# Mini P.L.T.



## Jeekinz (Nov 28, 2008)

Prosciutto, Lettuce (actually spinach) and tomato on a crouton with horseradish sour cream sauce.

For the sauce I used sour cream, horseradish, dijon mustard, chive, Tabasco, salt and pepper.  All to taste.  Lightly toast baguette slices with olive oil, sprinkle some salt on the tomato slices.

Was my hors d'oeuvre for Thanksgiving.


----------



## letscook (Nov 28, 2008)

What a good idea -- they look great


----------



## LadyCook61 (Nov 28, 2008)

Looks very appetizing.


----------



## Michelemarie (Nov 28, 2008)

Oh yum!!!!! Thanks for sharing!
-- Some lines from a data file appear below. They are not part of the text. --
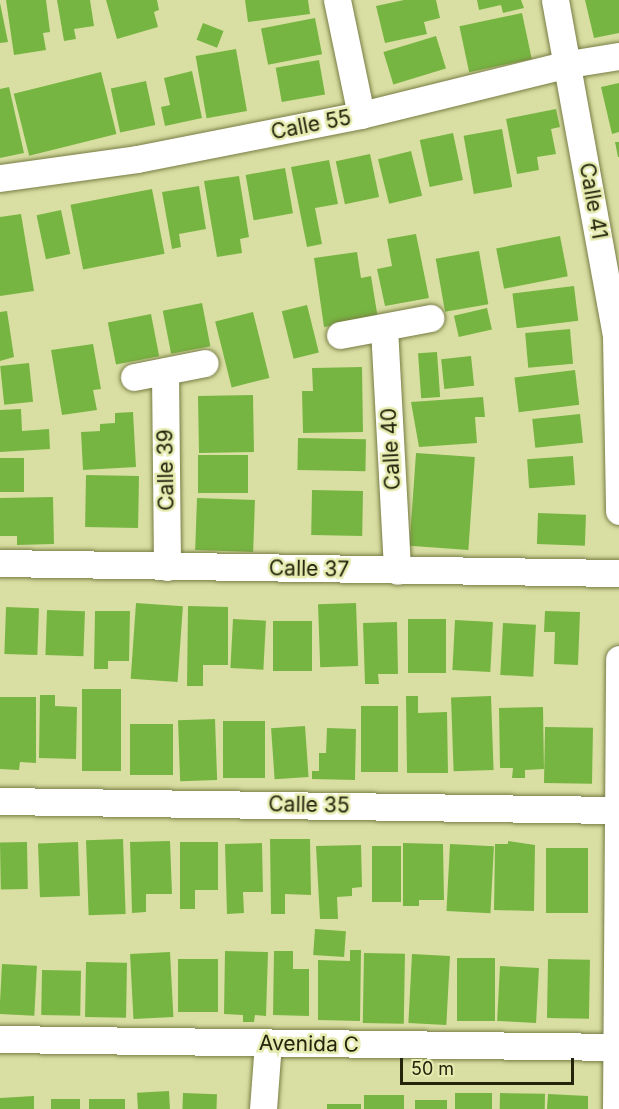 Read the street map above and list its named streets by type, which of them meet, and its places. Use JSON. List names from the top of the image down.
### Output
{
  "streets": {
    "street": [
      "Calle 55",
      "Calle 41",
      "Calle 40",
      "Calle 39",
      "Calle 37",
      "Calle 35",
      "Avenida C"
    ]
  },
  "crossings": [
    ["Calle 55", "Calle 41"],
    ["Calle 40", "Calle 37"],
    ["Calle 39", "Calle 37"]
  ],
  "scale_bar": "50 m"
}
I love the picture!


----------



## pdswife (Nov 28, 2008)

Very pretty


----------



## QSis (Nov 28, 2008)

Beautiful, light canape before the big event!  Nice job, Jeeks!
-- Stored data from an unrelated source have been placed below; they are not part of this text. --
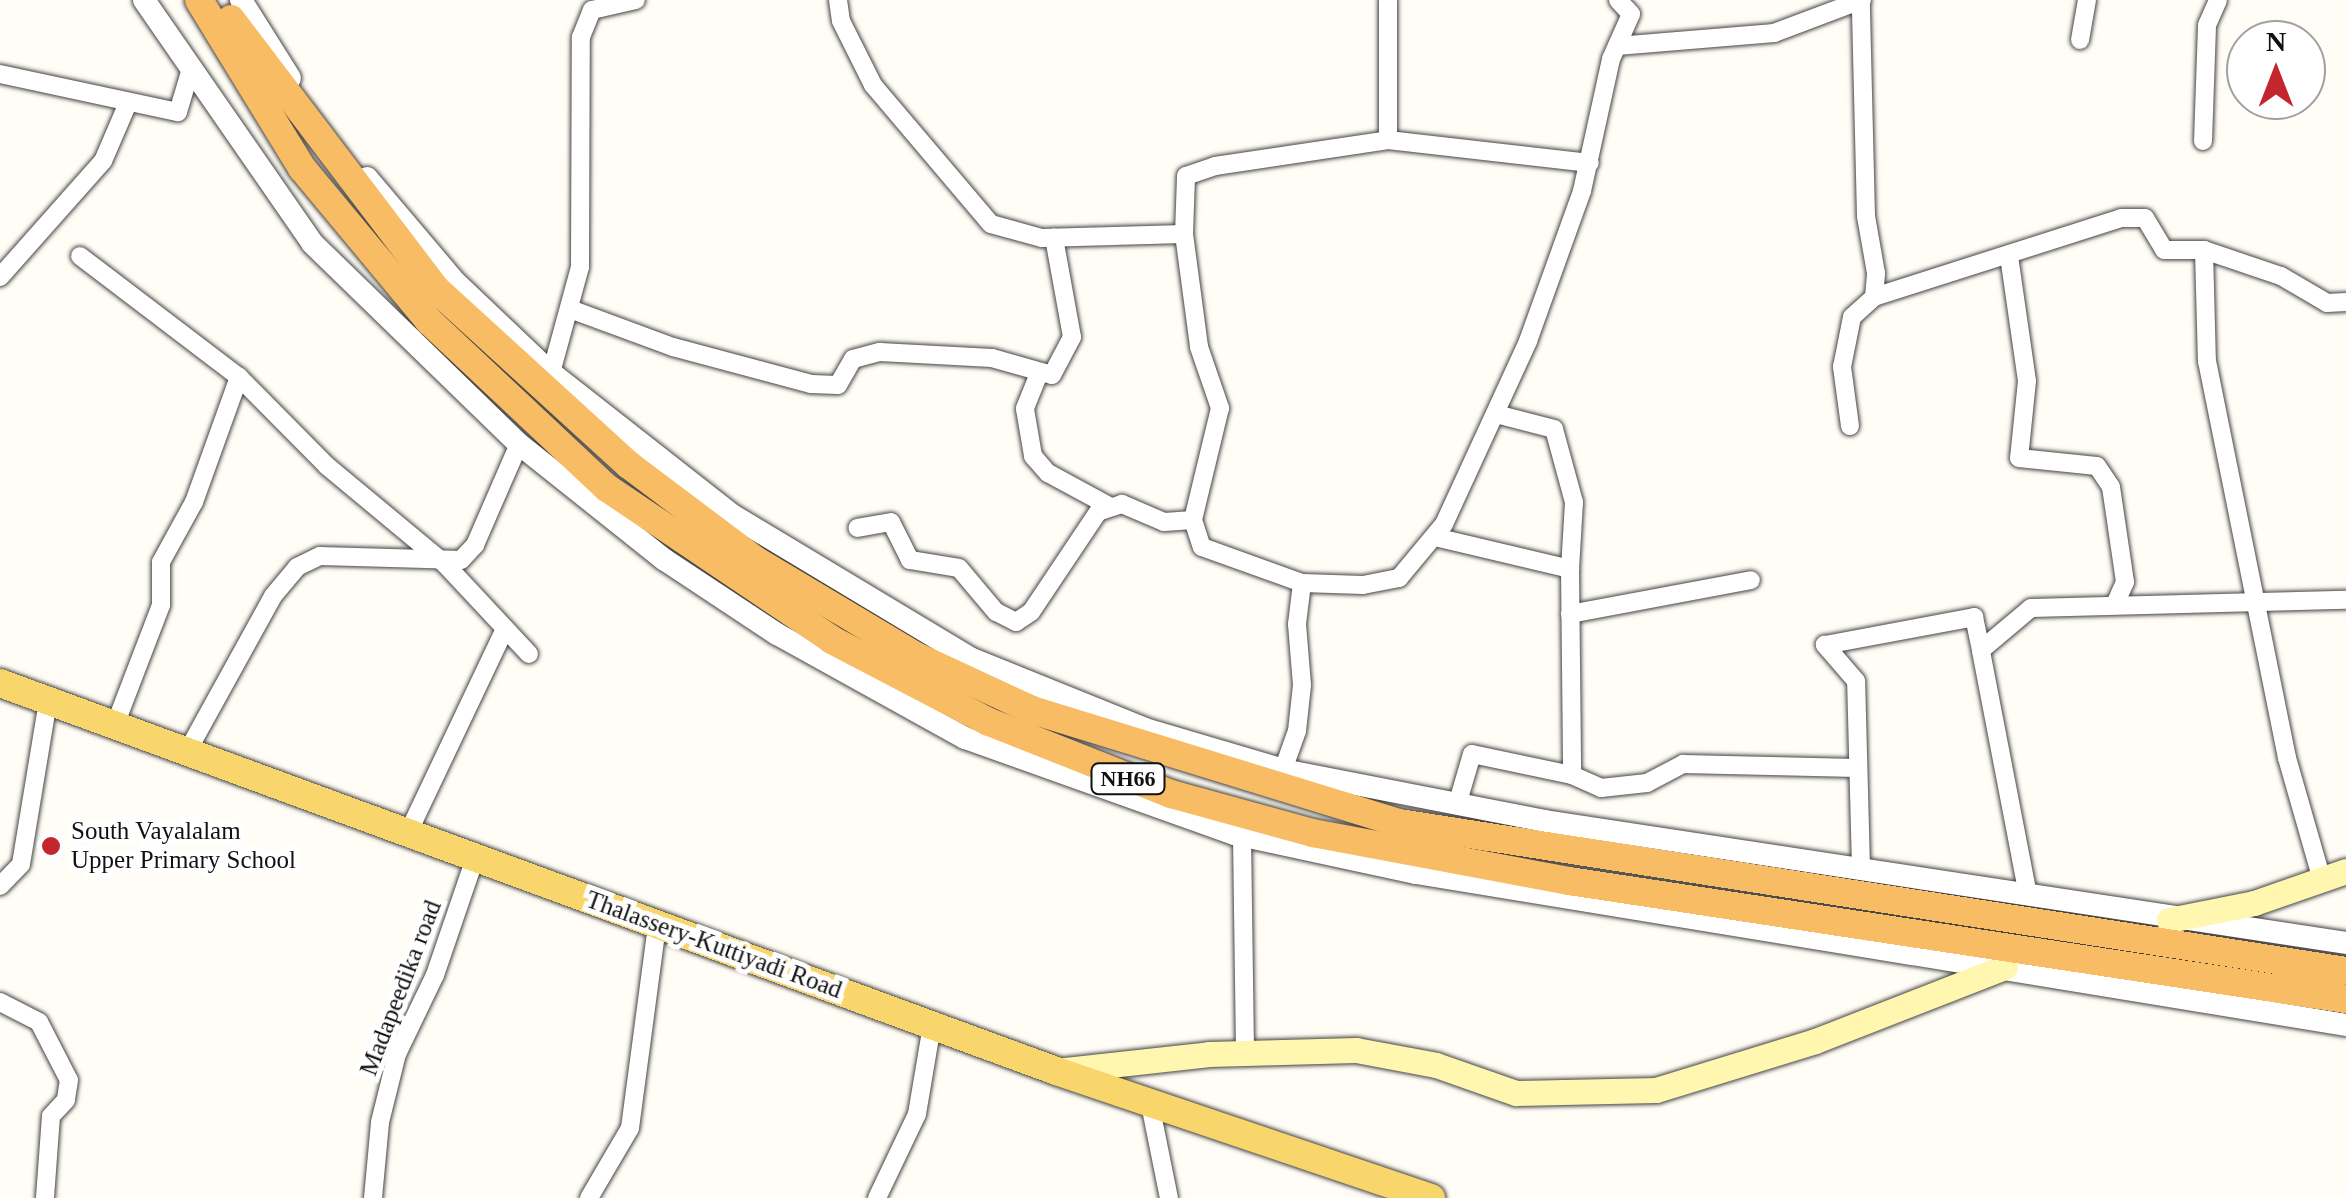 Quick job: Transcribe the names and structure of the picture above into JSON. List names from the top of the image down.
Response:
{
  "streets": {
    "highway": ["NH66"],
    "main road": ["Thalassery-Kuttiyadi Road"],
    "street": ["Madapeedika road"]
  },
  "crossings": [
    ["Thalassery-Kuttiyadi Road", "Madapeedika road"]
  ],
  "places": ["South Vayalalam Upper Primary School"],
  "north": "top"
}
(I so need your camera!)  (And countertop!)

Lee


----------



## sattie (Nov 28, 2008)

De-lich looking Jeeks!!!  I just ate and I'm pretty sure I could fit one of these somewhere!!!  Great job!


----------



## Jeekinz (Nov 29, 2008)

Thanks for the compliments everyone!


----------